Son noktayı da Başbakan televizyon programında ortaya koydu: “Cumhurbaşkanının partisiyle de ilişkisi kesilmesin!”
E hani, parlamenter sistem “güçler ayrılığı” konusunu çözemiyordu da Başkanlık sistemine bunun için geçecektik?
Zaten biliyorduk ama böylece artık saklanıp, gizlenemez hale geldi:
Dertleri sistem meselesi filan değil, Başbakan Recep Tayyip Erdoğan’ın “tek yetkili” olarak devletin başına geçmesi!
Biz de saf saf soruyorduk: Başkanın yetkileri ne olacak, siyasi partiler kanunu ve seçim kanunu nasıl değişecek, yargıçlar, savcılar nasıl belirlenecek diye!
Hayalini kurdukları öyle bir düzenden ne güçler ayrılığı çıkar, ne de demokratik bir rejim!
Başbakan’ın demokrasi anlayışı da malum.

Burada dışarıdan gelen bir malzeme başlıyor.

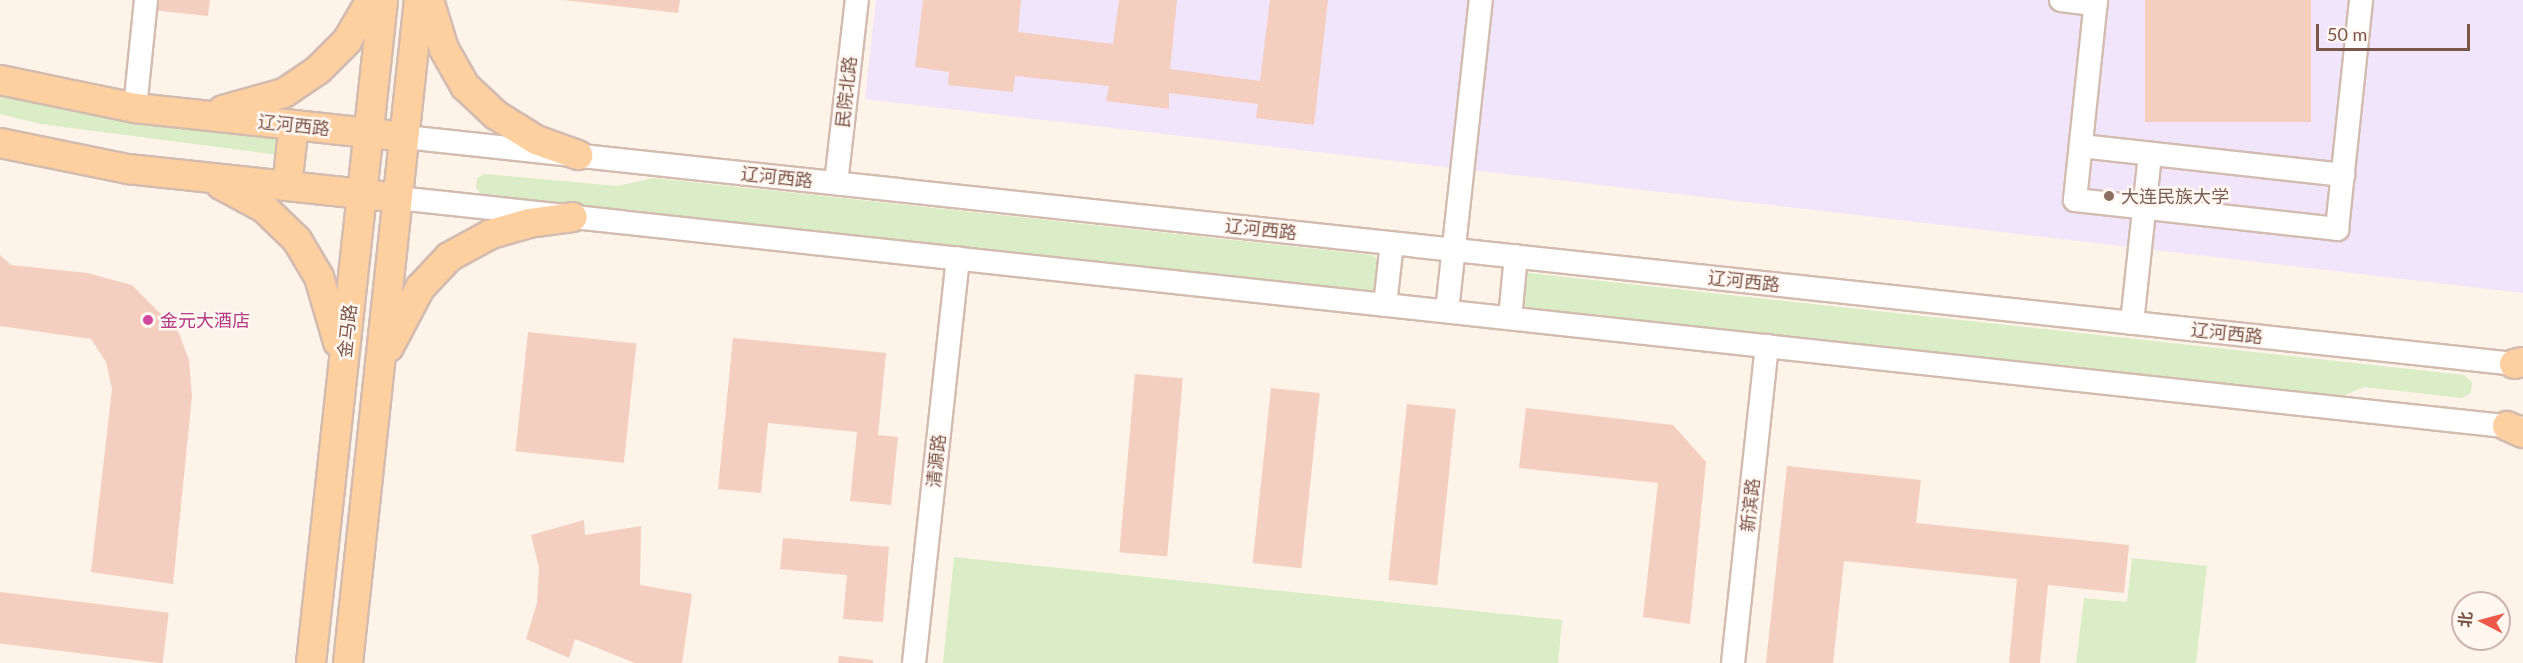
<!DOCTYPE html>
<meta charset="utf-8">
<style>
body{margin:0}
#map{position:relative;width:2523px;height:663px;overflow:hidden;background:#fdf3e9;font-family:Lato,"Noto Sans SC",sans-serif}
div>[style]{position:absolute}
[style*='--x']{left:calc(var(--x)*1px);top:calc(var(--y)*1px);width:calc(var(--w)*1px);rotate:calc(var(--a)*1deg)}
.education>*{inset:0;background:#f0e5fa}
.green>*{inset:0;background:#daedc6}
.building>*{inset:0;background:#f4cebf;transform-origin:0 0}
.roads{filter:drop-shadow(2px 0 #d3bbb0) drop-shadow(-2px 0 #d3bbb0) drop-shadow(0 2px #d3bbb0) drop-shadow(0 -2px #d3bbb0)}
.minor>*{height:22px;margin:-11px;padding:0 11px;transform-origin:11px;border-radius:11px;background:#fff}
.major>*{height:28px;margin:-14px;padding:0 14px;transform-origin:14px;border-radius:14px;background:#fecf9f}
.dots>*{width:16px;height:16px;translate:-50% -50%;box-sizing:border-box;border:3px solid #fff7f0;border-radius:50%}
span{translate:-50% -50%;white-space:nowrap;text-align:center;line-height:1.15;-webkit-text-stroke:5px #fff7f0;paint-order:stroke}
.street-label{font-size:18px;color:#7a554a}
.education-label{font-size:18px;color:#785e54}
.left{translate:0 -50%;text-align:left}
.hotel-label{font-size:18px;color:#b23c85}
.north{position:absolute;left:2451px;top:591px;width:60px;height:60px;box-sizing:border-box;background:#fff7f0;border:2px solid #cab6ae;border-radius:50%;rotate:276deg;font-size:16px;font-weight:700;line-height:24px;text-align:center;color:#7a554a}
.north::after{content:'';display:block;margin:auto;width:21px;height:27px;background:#ec5949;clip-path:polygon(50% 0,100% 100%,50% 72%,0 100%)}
.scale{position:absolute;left:2316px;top:24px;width:154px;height:27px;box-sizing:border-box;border:3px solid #7a554a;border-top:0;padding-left:8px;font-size:18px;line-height:21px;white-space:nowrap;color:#7a554a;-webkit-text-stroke:4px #fff7f0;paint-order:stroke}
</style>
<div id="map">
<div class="education">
<i style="clip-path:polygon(876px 0,2523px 0,2523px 293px,865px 99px)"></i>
</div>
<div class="green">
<i style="clip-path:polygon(0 95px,119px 118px,280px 137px,278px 155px,41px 124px,0 114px)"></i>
<i style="clip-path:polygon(485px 174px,617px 186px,654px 178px,1373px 255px,1385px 267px,1384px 281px,1371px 291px,483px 196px,476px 188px,477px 178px)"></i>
<i style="clip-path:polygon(1529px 273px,2464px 375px,2472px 382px,2471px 393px,2462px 398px,2364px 387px,2343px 396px,1526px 308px,1517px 296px,1518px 282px)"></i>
<i style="clip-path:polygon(954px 557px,1562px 620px,1558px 663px,943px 663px)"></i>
<i style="clip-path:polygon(2132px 558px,2207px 566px,2196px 663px,2076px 663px,2084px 598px,2127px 602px)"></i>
</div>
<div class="building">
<i style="clip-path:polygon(152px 0,210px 0,208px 16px,151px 10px)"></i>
<i style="clip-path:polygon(563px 0,680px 0,678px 13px)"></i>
<i style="clip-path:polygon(923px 0,1021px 0,1018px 32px,1113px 44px,1119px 0,1177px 0,1170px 69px,1260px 81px,1270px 0,1328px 0,1314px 125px,1256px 118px,1258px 104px,1169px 93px,1169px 109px,1106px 101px,1109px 86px,1015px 76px,1013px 92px,948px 85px,949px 72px,915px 67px)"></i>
<i style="left:2145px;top:0;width:166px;height:122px"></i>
<i style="clip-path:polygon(0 255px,11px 265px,87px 273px,132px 285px,178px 331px,189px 360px,192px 396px,173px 584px,91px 572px,112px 389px,106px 362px,91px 339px,0 326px)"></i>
<i style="left:528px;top:332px;width:109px;height:120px;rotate:6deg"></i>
<i style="clip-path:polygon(733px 338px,886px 353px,878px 435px,898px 437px,891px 505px,850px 501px,857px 432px,768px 423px,761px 493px,718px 489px)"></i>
<i style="left:1135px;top:374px;width:48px;height:179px;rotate:5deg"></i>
<i style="left:1271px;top:388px;width:49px;height:176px;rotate:6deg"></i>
<i style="left:1407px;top:404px;width:49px;height:177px;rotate:6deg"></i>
<i style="clip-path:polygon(1526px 408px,1673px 425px,1706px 462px,1690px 624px,1643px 617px,1658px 483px,1519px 468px)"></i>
<i style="clip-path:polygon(1787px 466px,1921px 480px,1916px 523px,2129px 545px,2124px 593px,2048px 585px,2040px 663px,2009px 663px,2017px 579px,1844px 561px,1833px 663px,1766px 663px)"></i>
<i style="clip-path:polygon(584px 520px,585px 535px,641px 526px,640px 585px,692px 594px,682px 663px,635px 663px,575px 639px,569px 658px,526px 639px,537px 603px,539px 568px,531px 535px)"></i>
<i style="clip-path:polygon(783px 538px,889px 547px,883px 622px,843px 619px,847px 575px,780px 569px)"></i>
<i style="left:0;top:592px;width:170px;height:51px;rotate:7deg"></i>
<i style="clip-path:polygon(839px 656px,873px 660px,873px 663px,838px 663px)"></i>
</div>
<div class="roads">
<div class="minor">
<i style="--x:2061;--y:0;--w:35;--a:7"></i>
<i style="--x:2096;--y:0;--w:201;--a:96"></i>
<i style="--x:2075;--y:200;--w:264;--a:6.3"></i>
<i style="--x:2337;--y:229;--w:230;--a:-84"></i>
<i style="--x:135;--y:108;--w:109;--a:-84.2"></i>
<i style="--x:405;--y:137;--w:2130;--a:6.14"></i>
<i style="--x:2081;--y:146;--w:264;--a:6.3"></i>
<i style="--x:836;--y:183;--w:184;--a:-83.5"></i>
<i style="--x:398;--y:198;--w:2137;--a:6.18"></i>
<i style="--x:1385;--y:305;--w:62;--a:-83.6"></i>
<i style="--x:1447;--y:311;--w:313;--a:-83.8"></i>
<i style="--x:1510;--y:318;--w:62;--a:-84.5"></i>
<i style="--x:2132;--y:323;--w:170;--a:-83.9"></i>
<i style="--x:914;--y:663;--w:407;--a:-83.8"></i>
<i style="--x:1733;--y:663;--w:319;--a:-83.9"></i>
</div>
<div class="major">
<i style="--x:429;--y:0;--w:51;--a:73"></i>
<i style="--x:444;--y:49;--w:43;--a:60.4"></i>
<i style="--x:465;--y:86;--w:42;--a:43.1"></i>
<i style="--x:496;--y:115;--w:47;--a:32"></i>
<i style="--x:536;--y:140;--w:45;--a:19.7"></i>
<i style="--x:0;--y:80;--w:138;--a:11.7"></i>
<i style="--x:135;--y:108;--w:254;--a:6.1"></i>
<i style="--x:223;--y:110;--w:63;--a:-15.6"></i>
<i style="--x:284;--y:93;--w:41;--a:-34.1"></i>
<i style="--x:318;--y:70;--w:41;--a:-45"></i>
<i style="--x:347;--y:41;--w:48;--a:-59.7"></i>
<i style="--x:0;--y:143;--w:131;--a:11.5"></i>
<i style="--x:128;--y:169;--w:254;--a:6.1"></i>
<i style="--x:221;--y:185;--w:49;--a:28.1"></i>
<i style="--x:264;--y:208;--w:46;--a:44.1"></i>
<i style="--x:297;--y:240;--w:43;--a:59.3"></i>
<i style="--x:319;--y:277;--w:68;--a:73.7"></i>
<i style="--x:287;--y:186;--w:61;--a:-83.5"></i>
<i style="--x:389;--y:347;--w:67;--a:-62.3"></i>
<i style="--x:420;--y:288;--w:42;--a:-46.9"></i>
<i style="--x:449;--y:257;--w:48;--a:-28.7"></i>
<i style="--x:491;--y:234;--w:40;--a:-16"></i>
<i style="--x:529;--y:223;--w:44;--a:-7.8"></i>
<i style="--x:2514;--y:364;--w:9;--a:-13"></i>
<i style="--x:2507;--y:426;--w:17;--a:24"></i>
<i style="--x:311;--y:663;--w:667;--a:-83.8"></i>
<i style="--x:348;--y:663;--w:667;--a:-83.89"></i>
</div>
</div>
<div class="dots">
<i style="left:2109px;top:196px;background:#8d6e63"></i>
<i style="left:148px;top:320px;background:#d1479c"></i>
</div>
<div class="street-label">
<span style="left:846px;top:92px;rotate:-84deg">民院北路</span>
<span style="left:294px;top:125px;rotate:6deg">辽河西路</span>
<span style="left:777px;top:177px;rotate:6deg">辽河西路</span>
<span style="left:1261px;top:229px;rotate:6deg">辽河西路</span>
<span style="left:1744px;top:281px;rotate:6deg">辽河西路</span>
<span style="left:347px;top:331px;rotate:-84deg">金马路</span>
<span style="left:2227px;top:333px;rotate:6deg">辽河西路</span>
<span style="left:936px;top:461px;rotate:-84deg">清源路</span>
<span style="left:1750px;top:505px;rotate:-84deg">新滨路</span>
</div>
<div class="education-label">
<span class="left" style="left:2121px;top:196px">大连民族大学</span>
</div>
<div class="hotel-label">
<span class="left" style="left:160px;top:320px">金元大酒店</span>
</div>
<div class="north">北</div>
<div class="scale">50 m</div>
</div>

Bu düzenden ve bu aktörlerden çıkabilecek tek şey bir tek adam diktatörlüğüdür, otoriter bir yönetimdir.
Milletvekillerini partisiyle ilişkisi kesilmeyen başkan seçecek, başbakanı, bakanları başkan seçecek, yüksek memurları, yargıçları, savcıları başkan atayacak ve bunun adına da demokratik rejim denilecek!

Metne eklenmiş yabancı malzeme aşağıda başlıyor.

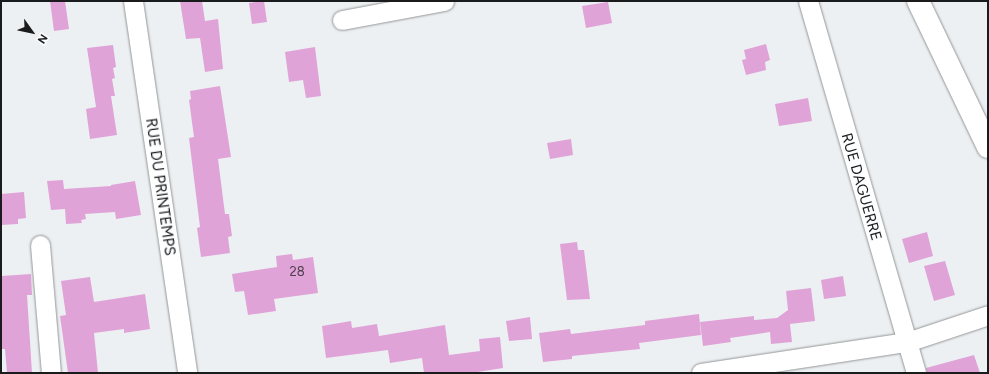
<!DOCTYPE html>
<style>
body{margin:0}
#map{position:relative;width:989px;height:374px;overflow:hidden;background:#edf0f2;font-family:Figtree,sans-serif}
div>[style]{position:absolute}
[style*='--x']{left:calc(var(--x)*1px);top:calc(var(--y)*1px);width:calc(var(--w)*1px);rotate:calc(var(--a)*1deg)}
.building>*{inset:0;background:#dfa3d8}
.roads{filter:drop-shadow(0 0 1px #939697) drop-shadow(0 0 1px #939697)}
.street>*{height:19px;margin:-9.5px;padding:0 9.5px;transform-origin:9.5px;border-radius:9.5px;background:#fff}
.secondary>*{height:22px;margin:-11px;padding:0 11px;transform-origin:11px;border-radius:11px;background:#fff}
span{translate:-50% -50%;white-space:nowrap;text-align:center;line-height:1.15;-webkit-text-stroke:3px #fbfdff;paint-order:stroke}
.number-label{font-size:13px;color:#4b3d4b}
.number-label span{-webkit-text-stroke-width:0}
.street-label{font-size:15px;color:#1a1b1c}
.frame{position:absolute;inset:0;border:2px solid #1a1b1c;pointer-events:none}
.north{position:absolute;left:12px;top:12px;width:40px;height:40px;-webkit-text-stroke:3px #fbfdff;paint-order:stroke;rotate:123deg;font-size:11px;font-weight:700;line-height:16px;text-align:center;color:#1a1b1c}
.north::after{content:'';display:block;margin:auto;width:14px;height:18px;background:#1a1b1c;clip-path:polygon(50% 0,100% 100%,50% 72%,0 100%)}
</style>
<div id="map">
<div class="building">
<i style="clip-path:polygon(50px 1px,65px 1px,69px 29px,54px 31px)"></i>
<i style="clip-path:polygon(180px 1px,202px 1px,205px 21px,218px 19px,223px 69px,205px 72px,200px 38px,186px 39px)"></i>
<i style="clip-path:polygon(264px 1px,267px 22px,252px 24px,249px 3px)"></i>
<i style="clip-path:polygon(608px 2px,612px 23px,586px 28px,582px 6px)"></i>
<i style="clip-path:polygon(766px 44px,770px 60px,765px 62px,766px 70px,746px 75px,742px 60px,746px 59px,744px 50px)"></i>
<i style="clip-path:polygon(113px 45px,116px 67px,113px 68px,115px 78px,112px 79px,115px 96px,111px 96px,117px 135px,90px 139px,86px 109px,96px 107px,87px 48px)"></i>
<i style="clip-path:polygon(315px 47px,321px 96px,306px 98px,303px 80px,289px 82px,285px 52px)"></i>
<i style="clip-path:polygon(220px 86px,231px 157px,218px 159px,225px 214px,229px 214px,232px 236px,228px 237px,230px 253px,201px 257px,197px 228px,200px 227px,189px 138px,194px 137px,189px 100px,191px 99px,190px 91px)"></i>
<i style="clip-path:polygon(808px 98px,812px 121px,779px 126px,775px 104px)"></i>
<i style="clip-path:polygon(571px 139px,573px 155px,550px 159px,547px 143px)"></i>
<i style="clip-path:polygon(63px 180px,64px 189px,111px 186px,111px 185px,135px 181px,141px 215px,116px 219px,115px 212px,85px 214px,86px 219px,81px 220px,82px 223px,66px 224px,65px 209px,51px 210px,47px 181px)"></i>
<i style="clip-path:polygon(24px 192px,26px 218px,18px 219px,18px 224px,1px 225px,1px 194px)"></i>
<i style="clip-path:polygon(927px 232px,933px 256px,909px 263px,902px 239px)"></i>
<i style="clip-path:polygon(577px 242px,578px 250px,584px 250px,590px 299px,567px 300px,560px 244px)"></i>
<i style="clip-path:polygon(292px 254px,293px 260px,313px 257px,318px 293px,274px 299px,276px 311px,248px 315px,244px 291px,235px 292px,232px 274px,277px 267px,276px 256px)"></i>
<i style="clip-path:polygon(945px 261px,955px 295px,934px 301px,924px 266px)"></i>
<i style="clip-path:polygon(31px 274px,32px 295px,27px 295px,32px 373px,7px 373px,5px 349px,1px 349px,1px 276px)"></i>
<i style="clip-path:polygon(843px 276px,846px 296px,824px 299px,821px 280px)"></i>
<i style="clip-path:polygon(90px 277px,94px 302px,145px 294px,150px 329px,124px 333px,124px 329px,94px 333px,98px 373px,68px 373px,60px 316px,66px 315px,61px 281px)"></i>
<i style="clip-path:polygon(811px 288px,815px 321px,790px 324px,792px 342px,771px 344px,770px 332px,730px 338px,731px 342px,703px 346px,700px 322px,754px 316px,754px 320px,777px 318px,788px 310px,786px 291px)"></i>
<i style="clip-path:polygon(699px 314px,701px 335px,639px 343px,640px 349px,572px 356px,572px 359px,543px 362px,539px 333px,570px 329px,571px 334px,645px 325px,645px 321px)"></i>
<i style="clip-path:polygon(530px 317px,532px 339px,509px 341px,506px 321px)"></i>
<i style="clip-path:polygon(351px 321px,352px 328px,377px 324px,379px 336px,445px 325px,449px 355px,480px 351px,479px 339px,500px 337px,503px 368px,471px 373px,424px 373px,422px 358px,390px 363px,388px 350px,326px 358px,322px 326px)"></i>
<i style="clip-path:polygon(974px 355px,980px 373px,927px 373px,926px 368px)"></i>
</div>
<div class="roads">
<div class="street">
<i style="--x:133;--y:1;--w:376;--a:81.7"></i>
<i style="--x:808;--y:1;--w:387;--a:73.8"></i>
<i style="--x:342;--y:20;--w:104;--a:-10.6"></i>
<i style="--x:40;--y:245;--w:128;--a:85.1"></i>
<i style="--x:701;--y:373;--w:208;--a:-8.6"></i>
<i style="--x:907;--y:342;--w:85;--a:-18.4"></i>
</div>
<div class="secondary">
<i style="--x:918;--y:1;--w:162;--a:64.4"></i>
</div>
</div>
<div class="number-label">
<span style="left:297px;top:272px">28</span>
</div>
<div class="street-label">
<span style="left:160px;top:187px;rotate:82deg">RUE DU PRINTEMPS</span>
<span style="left:861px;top:187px;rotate:74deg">RUE DAGUERRE</span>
</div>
<div class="frame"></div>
<div class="north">N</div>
</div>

Çocuk mu kandırıyorsunuz diyeceğim ama sanırım halkın çoğunluğunu da kandırmayı başaracaklarına inanıyorlar ve başarılı olma olasılıkları da hiç az değil.
Dini eğitimle bilim gelişmez
EĞİTİM sistemini bir gecede değiştiren “reformun” çocuklarımıza daha iyi bir eğitim sağlayacağı iddia ediliyordu ki Milli Eğitim Bakanlığı işin gerçeğini açıkladı: Düzenleme sadece imam hatiplerin orta kısımlarını açmak için yapılmış.
Yabancı dilde eğitim veren resmi, özel, yerli, yabancı okulların orta kısımları açılmayacak ama “illerdeki taleplere göre imam hatiplerin ortaokul bölümleri açılacak”!
Yakın bir gelecekte “illerde talep var” denilerek normal eğitim veren okulların da imam hatiplere dönüştürüleceğini göreceğiz. Çünkü bu arkadaşların dertleri eğitim sistemini düzeltmek değil, dini eğitimi yaygınlaştırmak!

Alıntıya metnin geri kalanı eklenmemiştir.